Letting go

I had tea with a school mate recently. I was looking forward to meeting up with her. Catch-up on our personal lives as I haven’t seen her since before March 2021. Discuss and debate the socio-economic and political situation of the country with a like-minded person. Do something fun and relaxing like have tea and a cake or two with a good friend.

It didn’t quite pan out that way. We had tea. We had cakes. The cakes, I had, mostly. She just wanted, needed to talk. To vent. To rant. We got a corner table. Sat down. Niceties out of the way. Floodgates opened. She was unstoppable. To be fair, a lot had happened to her. Unbelievable. Unexpected. Not at all nice things. Why and why were her questions as were mine.

I felt I had let her down as a friend because I had no answers. I’ve known her almost all my life, and her family for just as long. I couldn’t understand much of what had happened and is happening. The situation. The motives. The players involved and their actions. I had plenty of questions. More questions than even her, which annoyed her a little. Her stories so reminded me of the baddies in Tamil TV shows and movies that my mum usually watches. The family-kind that smiles and stabs you in the back, simultaneously.

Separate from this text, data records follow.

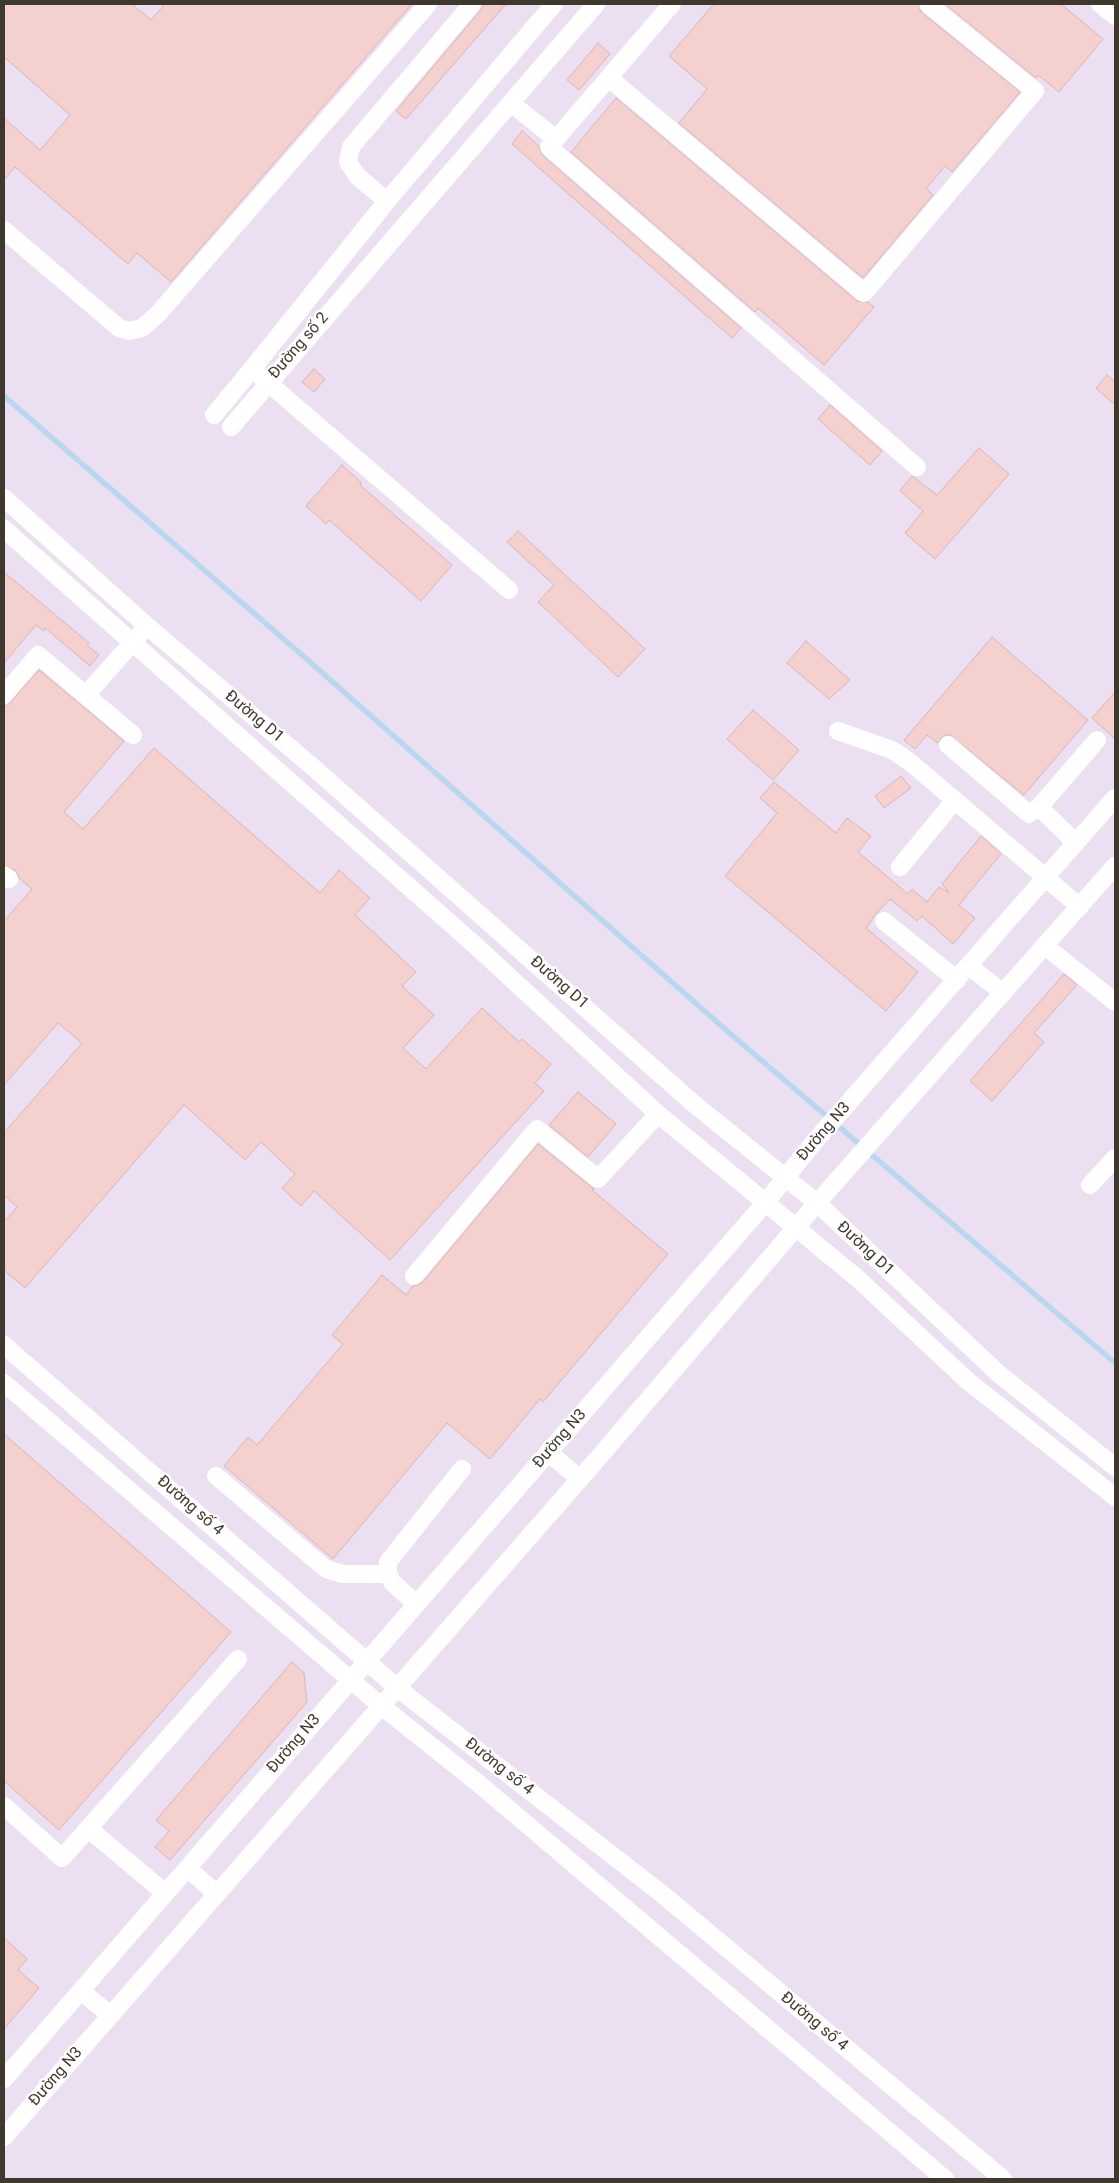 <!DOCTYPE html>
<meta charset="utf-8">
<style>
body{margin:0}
#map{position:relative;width:1119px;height:2183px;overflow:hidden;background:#feecd1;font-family:Roboto,sans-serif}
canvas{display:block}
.frame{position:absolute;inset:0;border:5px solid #3f382d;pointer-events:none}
</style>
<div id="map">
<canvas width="1119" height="2183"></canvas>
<div class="frame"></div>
</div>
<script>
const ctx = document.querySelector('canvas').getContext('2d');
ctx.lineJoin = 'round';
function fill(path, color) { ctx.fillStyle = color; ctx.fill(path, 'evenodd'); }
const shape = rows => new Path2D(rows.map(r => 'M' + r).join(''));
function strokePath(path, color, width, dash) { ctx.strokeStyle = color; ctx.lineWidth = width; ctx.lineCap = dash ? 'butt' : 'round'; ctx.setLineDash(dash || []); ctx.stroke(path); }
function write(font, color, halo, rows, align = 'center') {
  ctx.font = font + ' Roboto,sans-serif'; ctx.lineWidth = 4.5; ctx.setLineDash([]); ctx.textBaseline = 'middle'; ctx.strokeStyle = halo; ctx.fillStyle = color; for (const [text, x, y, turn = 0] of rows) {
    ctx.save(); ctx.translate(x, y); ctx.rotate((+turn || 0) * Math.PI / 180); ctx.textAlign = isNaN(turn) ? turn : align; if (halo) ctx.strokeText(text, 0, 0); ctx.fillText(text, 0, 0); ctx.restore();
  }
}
const industrial = shape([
 [4,4,1115,4,1115,2179,4,2179]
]);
const stream = shape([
 [4,396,310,662,726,1030,1115,1363]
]);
const building = shape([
 [4,4,132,4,151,20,165,4,412,4,171,282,137,253,128,264,15,167,4,180,4,118,40,150,70,115,4,57,4,4],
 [484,4,506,4,406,119,396,111,480,11,484,4],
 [714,4,918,4,921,12,1020,92,952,172,945,166,926,189,933,195,863,278,679,123,707,89,669,56,714,4],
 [945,4,1061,4,1103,39,1059,92,1038,75,1036,78,945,4],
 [598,43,610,54,579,90,567,80,598,43],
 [616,98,857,301,868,302,874,307,824,365,758,308,755,312,571,152,616,98],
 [522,131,539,146,542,155,741,328,732,338,512,144,522,131],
 [314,369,325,379,314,392,302,382,314,369],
 [1107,375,1115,382,1115,405,1096,388,1107,375],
 [830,405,882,451,870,465,818,419,830,405],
 [979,448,1009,474,935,559,905,533,923,511,900,491,912,476,937,495,979,448],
 [342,465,362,483,360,485,452,565,421,601,329,520,326,524,306,506,342,465],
 [518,531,645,649,618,677,538,602,554,585,507,542,518,531],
 [4,572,89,643,87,645,99,655,90,666,45,628,44,631,36,625,4,663,4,572],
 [992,637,1088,720,1024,795,950,735,944,735,938,743,927,735,915,749,904,740,992,637],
 [806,641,850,680,829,699,787,663,806,641],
 [39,670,124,741,64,812,83,829,154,748,320,893,339,870,370,898,355,915,416,972,402,986,434,1015,403,1048,426,1069,482,1008,519,1042,522,1039,551,1064,535,1083,544,1091,390,1260,314,1191,301,1206,282,1188,295,1174,261,1142,245,1160,184,1105,25,1288,4,1270,4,1222,17,1207,4,1195,4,1133,82,1043,58,1023,4,1085,4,921,32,889,19,878,16,871,4,865,4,709,39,670],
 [1115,692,1115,739,1092,718,1115,692],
 [753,710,799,750,773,780,727,739,753,710],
 [901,776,911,788,884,808,875,796,901,776],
 [774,782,836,833,847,818,871,836,858,852,908,894,912,889,927,902,939,887,949,893,942,884,981,836,1001,854,959,905,975,918,953,944,922,916,917,921,890,899,875,915,866,928,918,972,886,1011,725,876,777,813,760,798,774,782],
 [1064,974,1077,985,1034,1033,1044,1042,992,1101,970,1081,1064,974],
 [578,1092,616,1124,588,1157,549,1125,578,1092],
 [538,1144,594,1189,592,1190,668,1254,543,1402,540,1399,490,1459,447,1423,333,1559,224,1466,248,1437,257,1445,343,1344,332,1335,382,1275,406,1295,413,1286,422,1283,538,1144],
 [4,1434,231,1632,59,1830,4,1781,4,1434],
 [292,1662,304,1673,307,1702,170,1860,155,1847,169,1831,156,1820,292,1662],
 [4,1938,27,1959,18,1970,39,1988,4,2029,4,1938]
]);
const minor = shape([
 [672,4,549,147,917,467],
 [1100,4,1115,16],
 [609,78,864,293,1035,91,928,4],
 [512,104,556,139],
 [387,201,357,176,348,162,351,147,472,4],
 [4,230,119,328,129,331,142,328,157,315,428,4],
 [214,415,252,369],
 [231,427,596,4],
 [4,498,147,626,314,768,694,1104,817,1203,999,1374,1115,1467],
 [4,529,476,946,658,1114,857,1278,969,1382,1115,1497],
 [509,590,252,369,387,201,554,4],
 [4,695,38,655,133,735],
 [86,695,140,634],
 [838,731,892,750,910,762,1080,907],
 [948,745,1029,814,1039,807,1097,740],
 [1039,807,1076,843],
 [900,867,955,800],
 [4,875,9,879],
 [884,921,957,980],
 [1045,946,1115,1002],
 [969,966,1003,993],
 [1090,1185,1115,1158],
 [414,1276,537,1129,598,1179,658,1114],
 [4,1345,396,1687,662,1894,1003,2179],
 [4,1383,380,1705,478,1783,945,2179],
 [548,1452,580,1479],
 [216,1476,326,1569,343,1574,388,1574],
 [416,1604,392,1582,388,1574,388,1562,462,1469],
 [4,1806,62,1858,238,1659],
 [89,1829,165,1893],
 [187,1868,216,1893],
 [81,1991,110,2015],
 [4,2079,765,1203,815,1141,1115,798],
 [4,2137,593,1464,817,1203,1115,866]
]);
const streetNames = [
 ["Đường số 2",299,346,-49],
 ["Đường D1",254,717,40],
 ["Đường D1",559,983,41],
 ["Đường N3",824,1132,-49],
 ["Đường D1",865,1249,43],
 ["Đường N3",560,1439,-49],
 ["Đường số 4",190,1506,41],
 ["Đường N3",294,1744,-49],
 ["Đường số 4",499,1767,38],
 ["Đường số 4",814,2022,40],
 ["Đường N3",56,2077,-49]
];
fill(industrial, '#eddff2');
strokePath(stream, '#b8d7f0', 5.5);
fill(building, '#f4d0ce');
strokePath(building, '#d8b6b4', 1);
strokePath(minor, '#fff', 18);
write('16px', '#3f382d', '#fff', streetNames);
</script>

Anyways, I wanted to help her or at least try to understand a little about family dynamics and sibling relationships. I did what I always do. I Googled. What I read was enlightening and yet not overly surprising.

My immediate takeaway is blood is thicker than water, yes, but it doesn’t guarantee that you will naturally get along merrily with your parents and siblings and/or that they will automatically be a positive and happy influence in your life.  

My second takeaway is family members can cause as much stress and havoc in your life as bosses, friends (ex-friends) and colleagues, but it’s whole lot harder to extricate yourself from family. They might be living with you in the same house. They are there at all family and extended family gatherings. Weddings, birthdays, anniversaries and other social events.

My third takeaway is that loving, caring, sharing and fairness are not givens in a family.

My fourth takeaway is to wake up from the naivety. Burst that idealism bubble and move on.

How? By learning to identify the toxic and the not so nice within the ranks.   

Manipulative behaviour. This is not easy to spot as it’s usually subtle and persuasive. Therapist Jill Whitney, L.M.F. T. says the kinds of positions your sibling puts you in, and how they make you feel are what you need to look for as evidence of toxicity. For example, ‘A toxic sibling might borrow money to resolve crisis after crisis and make you feel bad if you say no. It’s hard not to help, even when your gut is telling you that more help is really enabling[1]’.

My friend’s parents constantly help out by giving money to her unsuccessful musician brother, who actually is a qualified architect. He started a band because he said his employer could no appreciate his talent. Now, her mum and dad are thinking of bequeathing their home to him because, according to them, he needs it more than her. The sadder part of the situation is the brother became violent towards the parents and her to the point that she had to call in the police. Hmm…

Manipulators also voice assumptions about your intentions and then react to them as if they were true. In order to justify their feelings or actions, all the while denying what you are trying or actually saying in a conversation.

They lie. It comes naturally to them. They lie about everything. They also lie to bolster support. Even when confronted with the truth, they wriggle their way out leaving you wondering what just happened.

Never their fault. Not good siblings are also never wrong. They don’t own up to their mistakes. They are quick to deflect their bad behaviour and wrongdoings. Usually on the nearest available scapegoat. And, they actually believe nothing is their fault.  

No remorse. A no-good sibling never says sorry for what they did or said that hurt or embarrassed you. Family counsellor, Christene Lozano, L.M.F.T. says, ‘When your sibling doesn’t express remorse, it ties into the sign of blaming others,’ adding that they genuinely don’t feel “at fault,” and so ‘there is nothing to apologize for[2].’

They suck the life out of you. If being in the presence and/or talking to a particular sibling makes you stressed or depleted of energy, your good mood and confidence – then it’s time to avoid and/or exit from the relationship.

Easier said than done. Then again, hard decisions are never easy.